Wednesday, July 29, 2009

Reinstating Pete Rose?

Did you hear that Major League Baseball Commissioner Bud Selig is seriously considering reinstating Pete Rose into baseball? I think this is a question that has been long overdue. One of the greatest hitters in the history of and the sport’s all-time hit leader, Pete Rose was a study in fierce determination and an everyman’s glee at being able to play a game for a living. That he is being kept away from the sport for so long is a travesty, particularly when you consider that any wagering that he did was never against his own team. If he had bet against his own team, I can see where the integrity of the games in which he participated come into question. Yet the Dowd Report turned up no betting slips that implicated Pete Rose as having bet against his own team. Baseball needs to recognize Pete Rose’s greatness as a player or continue to make light of any shred of significance the Baseball Hall of Fame continues to cling to.

The common comparison here is Pete Rose versus Shoeless Joe Jackson. Based upon his playing accomplishments, Jackson is a player who should be in the Hall of Fame. However, as a member of the 1919 Chicago White Sox, Jackson was one of the players who accepted money from gamblers in order to throw the World Series against the Cincinnati Reds. So Pete Rose and Joe Jackson gambled on baseball and are both banned from the sport. Open and shut case, right? Wrong. Even though Joe Jackson played well during the 1919 World Series, he still accepted the money offered him under the pretense that he would lay down during key moments of certain games so as to influence the betting line. Thus, he damaged the image of the sport. On a side note, the Cincinnati Reds baseball team wasn’t all that inferior to the White Sox. This is something that history as most people remember it has simply got it wrong. The Redlegs had a number of skilled players on offense and defense and the pitc! her’s mound, led by stars like Edd Roush, Heinie Groh, Jake Daubert, Sherry Magee, Morrie Rath, Dolph Luque and Slim Sallee. Pitching and defense were their primary stock in trade, but their roster was stacked as a whole. The White Sox versus the Reds wasn’t a men versus boys contest.

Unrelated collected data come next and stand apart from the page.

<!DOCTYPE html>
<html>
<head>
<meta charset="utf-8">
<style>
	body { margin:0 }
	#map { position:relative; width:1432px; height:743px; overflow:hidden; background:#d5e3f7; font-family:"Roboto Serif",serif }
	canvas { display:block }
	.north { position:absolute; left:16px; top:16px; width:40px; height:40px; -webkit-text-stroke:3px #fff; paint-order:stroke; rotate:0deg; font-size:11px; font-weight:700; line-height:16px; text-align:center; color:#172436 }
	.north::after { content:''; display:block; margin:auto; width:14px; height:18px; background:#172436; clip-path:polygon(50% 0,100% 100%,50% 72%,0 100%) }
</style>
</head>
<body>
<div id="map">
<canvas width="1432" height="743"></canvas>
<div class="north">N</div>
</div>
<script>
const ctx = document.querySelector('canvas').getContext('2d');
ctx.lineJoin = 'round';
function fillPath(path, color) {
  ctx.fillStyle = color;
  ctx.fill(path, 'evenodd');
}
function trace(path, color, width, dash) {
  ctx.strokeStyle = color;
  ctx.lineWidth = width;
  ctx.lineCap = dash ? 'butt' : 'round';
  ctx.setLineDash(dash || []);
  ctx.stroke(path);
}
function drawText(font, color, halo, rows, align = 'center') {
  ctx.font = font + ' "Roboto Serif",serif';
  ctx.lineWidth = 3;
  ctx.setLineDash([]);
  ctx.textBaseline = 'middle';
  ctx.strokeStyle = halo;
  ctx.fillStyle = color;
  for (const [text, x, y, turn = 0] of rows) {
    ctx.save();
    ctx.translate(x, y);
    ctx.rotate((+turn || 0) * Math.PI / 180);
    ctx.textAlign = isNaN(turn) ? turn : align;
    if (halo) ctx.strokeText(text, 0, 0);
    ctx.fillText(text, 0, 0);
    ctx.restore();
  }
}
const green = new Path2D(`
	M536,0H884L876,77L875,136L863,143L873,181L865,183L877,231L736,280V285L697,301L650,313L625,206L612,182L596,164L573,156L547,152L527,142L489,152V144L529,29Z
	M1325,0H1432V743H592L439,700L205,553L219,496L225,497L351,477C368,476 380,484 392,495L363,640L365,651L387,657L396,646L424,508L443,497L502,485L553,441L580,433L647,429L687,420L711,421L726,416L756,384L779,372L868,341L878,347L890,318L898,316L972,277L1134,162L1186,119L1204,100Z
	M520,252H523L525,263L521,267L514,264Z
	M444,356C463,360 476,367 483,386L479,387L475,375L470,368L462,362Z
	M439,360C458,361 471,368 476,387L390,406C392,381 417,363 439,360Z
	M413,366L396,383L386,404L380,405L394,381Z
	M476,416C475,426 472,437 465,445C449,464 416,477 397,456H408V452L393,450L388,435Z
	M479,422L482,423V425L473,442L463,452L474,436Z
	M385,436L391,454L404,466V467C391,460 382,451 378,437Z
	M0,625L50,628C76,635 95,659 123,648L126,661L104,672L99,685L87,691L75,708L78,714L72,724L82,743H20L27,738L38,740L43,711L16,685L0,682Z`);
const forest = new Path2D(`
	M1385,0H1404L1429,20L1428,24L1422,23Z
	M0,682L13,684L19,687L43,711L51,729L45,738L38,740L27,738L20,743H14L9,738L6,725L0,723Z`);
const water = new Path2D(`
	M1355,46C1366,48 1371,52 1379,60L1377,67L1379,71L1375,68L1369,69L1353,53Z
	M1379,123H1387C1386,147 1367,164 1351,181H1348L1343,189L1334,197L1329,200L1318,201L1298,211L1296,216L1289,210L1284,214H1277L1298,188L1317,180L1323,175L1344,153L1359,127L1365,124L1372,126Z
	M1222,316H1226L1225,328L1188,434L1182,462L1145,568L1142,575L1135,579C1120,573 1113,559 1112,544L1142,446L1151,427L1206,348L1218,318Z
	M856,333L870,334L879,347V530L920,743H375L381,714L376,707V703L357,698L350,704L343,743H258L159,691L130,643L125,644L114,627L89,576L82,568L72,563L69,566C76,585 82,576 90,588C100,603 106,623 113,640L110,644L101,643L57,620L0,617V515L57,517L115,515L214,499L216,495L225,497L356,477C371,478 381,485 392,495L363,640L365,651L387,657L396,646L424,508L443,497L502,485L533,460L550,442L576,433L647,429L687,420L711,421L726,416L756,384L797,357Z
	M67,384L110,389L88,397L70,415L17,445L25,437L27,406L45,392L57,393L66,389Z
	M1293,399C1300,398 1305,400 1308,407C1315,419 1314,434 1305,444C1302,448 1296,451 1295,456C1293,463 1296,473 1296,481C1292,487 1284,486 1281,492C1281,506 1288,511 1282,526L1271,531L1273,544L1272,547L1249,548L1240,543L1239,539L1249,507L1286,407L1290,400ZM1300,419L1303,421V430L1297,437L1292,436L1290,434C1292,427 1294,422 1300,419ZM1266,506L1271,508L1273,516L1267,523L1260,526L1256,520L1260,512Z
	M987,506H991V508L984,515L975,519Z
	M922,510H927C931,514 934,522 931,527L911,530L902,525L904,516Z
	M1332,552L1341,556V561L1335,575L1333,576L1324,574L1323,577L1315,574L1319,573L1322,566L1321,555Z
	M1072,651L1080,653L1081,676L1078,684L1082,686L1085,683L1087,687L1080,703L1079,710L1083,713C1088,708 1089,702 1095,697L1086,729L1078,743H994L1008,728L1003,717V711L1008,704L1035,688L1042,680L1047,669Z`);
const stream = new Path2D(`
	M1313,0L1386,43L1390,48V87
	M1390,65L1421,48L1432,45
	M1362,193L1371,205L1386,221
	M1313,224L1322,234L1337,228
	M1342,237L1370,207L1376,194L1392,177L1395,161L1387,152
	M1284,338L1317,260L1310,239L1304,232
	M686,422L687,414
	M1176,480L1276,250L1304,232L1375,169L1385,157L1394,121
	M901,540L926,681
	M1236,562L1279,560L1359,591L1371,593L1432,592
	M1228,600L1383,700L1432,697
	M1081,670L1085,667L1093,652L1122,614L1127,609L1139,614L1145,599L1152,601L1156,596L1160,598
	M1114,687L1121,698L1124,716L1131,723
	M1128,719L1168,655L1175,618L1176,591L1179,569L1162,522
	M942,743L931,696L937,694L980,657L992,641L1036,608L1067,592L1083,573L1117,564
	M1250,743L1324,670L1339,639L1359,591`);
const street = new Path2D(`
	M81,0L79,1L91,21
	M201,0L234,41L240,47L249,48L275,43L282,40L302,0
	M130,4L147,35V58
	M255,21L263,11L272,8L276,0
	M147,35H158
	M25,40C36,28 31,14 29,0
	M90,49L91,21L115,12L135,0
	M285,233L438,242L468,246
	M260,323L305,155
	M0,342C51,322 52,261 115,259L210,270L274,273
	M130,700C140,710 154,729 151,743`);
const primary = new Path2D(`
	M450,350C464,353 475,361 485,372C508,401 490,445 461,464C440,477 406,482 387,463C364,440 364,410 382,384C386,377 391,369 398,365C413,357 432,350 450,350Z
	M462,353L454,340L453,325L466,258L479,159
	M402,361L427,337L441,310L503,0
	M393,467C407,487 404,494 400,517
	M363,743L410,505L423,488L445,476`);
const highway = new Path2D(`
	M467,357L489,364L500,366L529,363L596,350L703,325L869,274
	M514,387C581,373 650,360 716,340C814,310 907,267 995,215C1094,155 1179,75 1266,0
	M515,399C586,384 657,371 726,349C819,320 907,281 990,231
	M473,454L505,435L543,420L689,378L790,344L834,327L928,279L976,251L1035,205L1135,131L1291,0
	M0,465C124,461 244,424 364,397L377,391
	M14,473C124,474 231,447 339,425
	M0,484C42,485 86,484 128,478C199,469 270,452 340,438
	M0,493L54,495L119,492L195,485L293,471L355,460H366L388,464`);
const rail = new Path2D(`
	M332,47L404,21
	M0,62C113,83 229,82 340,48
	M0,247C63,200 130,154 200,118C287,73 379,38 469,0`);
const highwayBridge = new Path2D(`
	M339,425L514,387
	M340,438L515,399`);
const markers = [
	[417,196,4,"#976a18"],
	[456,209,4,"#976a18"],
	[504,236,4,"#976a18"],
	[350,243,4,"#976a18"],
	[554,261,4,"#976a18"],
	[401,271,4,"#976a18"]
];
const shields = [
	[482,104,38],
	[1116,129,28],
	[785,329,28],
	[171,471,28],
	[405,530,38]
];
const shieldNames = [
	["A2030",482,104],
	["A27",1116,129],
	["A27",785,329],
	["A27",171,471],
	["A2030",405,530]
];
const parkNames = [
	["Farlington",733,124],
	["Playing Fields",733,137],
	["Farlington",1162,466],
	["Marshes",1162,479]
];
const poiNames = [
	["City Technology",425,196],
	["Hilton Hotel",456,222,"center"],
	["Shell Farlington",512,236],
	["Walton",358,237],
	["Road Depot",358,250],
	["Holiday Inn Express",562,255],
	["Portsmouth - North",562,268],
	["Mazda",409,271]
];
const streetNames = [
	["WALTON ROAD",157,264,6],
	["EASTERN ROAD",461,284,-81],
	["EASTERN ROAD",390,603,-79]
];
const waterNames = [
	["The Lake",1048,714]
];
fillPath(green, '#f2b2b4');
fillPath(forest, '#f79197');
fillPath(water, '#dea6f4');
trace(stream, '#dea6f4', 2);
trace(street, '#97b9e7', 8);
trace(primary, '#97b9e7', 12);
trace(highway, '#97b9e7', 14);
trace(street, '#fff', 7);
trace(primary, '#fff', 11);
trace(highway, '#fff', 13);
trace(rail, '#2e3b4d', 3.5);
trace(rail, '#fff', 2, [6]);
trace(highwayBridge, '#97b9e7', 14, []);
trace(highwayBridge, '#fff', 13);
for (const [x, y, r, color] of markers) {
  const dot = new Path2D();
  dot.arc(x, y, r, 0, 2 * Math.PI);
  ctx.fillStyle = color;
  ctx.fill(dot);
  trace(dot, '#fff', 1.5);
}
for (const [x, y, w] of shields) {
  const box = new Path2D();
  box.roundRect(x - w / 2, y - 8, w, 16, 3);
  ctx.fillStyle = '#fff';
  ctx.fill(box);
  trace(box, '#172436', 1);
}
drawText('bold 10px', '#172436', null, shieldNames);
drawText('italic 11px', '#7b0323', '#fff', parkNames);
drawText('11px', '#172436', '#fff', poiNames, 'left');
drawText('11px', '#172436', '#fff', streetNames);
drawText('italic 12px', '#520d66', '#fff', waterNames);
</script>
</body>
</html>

Sure, the White Sox had Joe Jackson, Eddie Collins and Ed Cicotte, who are all Hall of Fame caliber (Collins being in the Hall), but they were so dominant that the Reds belong on the same field.

Pete Rose played for championship teams. As a player he found great success, never giving an inch on any play. He was known primarily as a line drive machine who was always in the run for a batting title, but perhaps what was most remarkable about Pete Rose on the playing field is that he played Gold glove caliber defense at three different positions: first base, third base and left field. That is a unique accomplishment, and it gets lost amidst the 4,256 hits he peppered all over the ballpark.

Bart Giamatti was the commissioner of baseball when Pete Rose was suspended.Giamatti was a great fan of the game, an educated man and a poet. He said these words once about baseball, and he could almost have been speaking of the disappointment he felt when he discovered that banning Pete Rose from the game was inevitable:

“It is designed to break your heart. The game begins in the spring, when everything else begins again, and it blossoms in the summer, filling the afternoons and evenings, and then as soon as the chill rains come, it stops and leaves you to face the fall alone. You count on it, you rely on it to buffer the passage of time, to keep the memory of sunshine and high skies alive, and then, just when the days are all twilight, when you need it most, it stops.”

Commissioner Giamatti died of a heart attack. I wonder how much of that has to do with Pete Rose.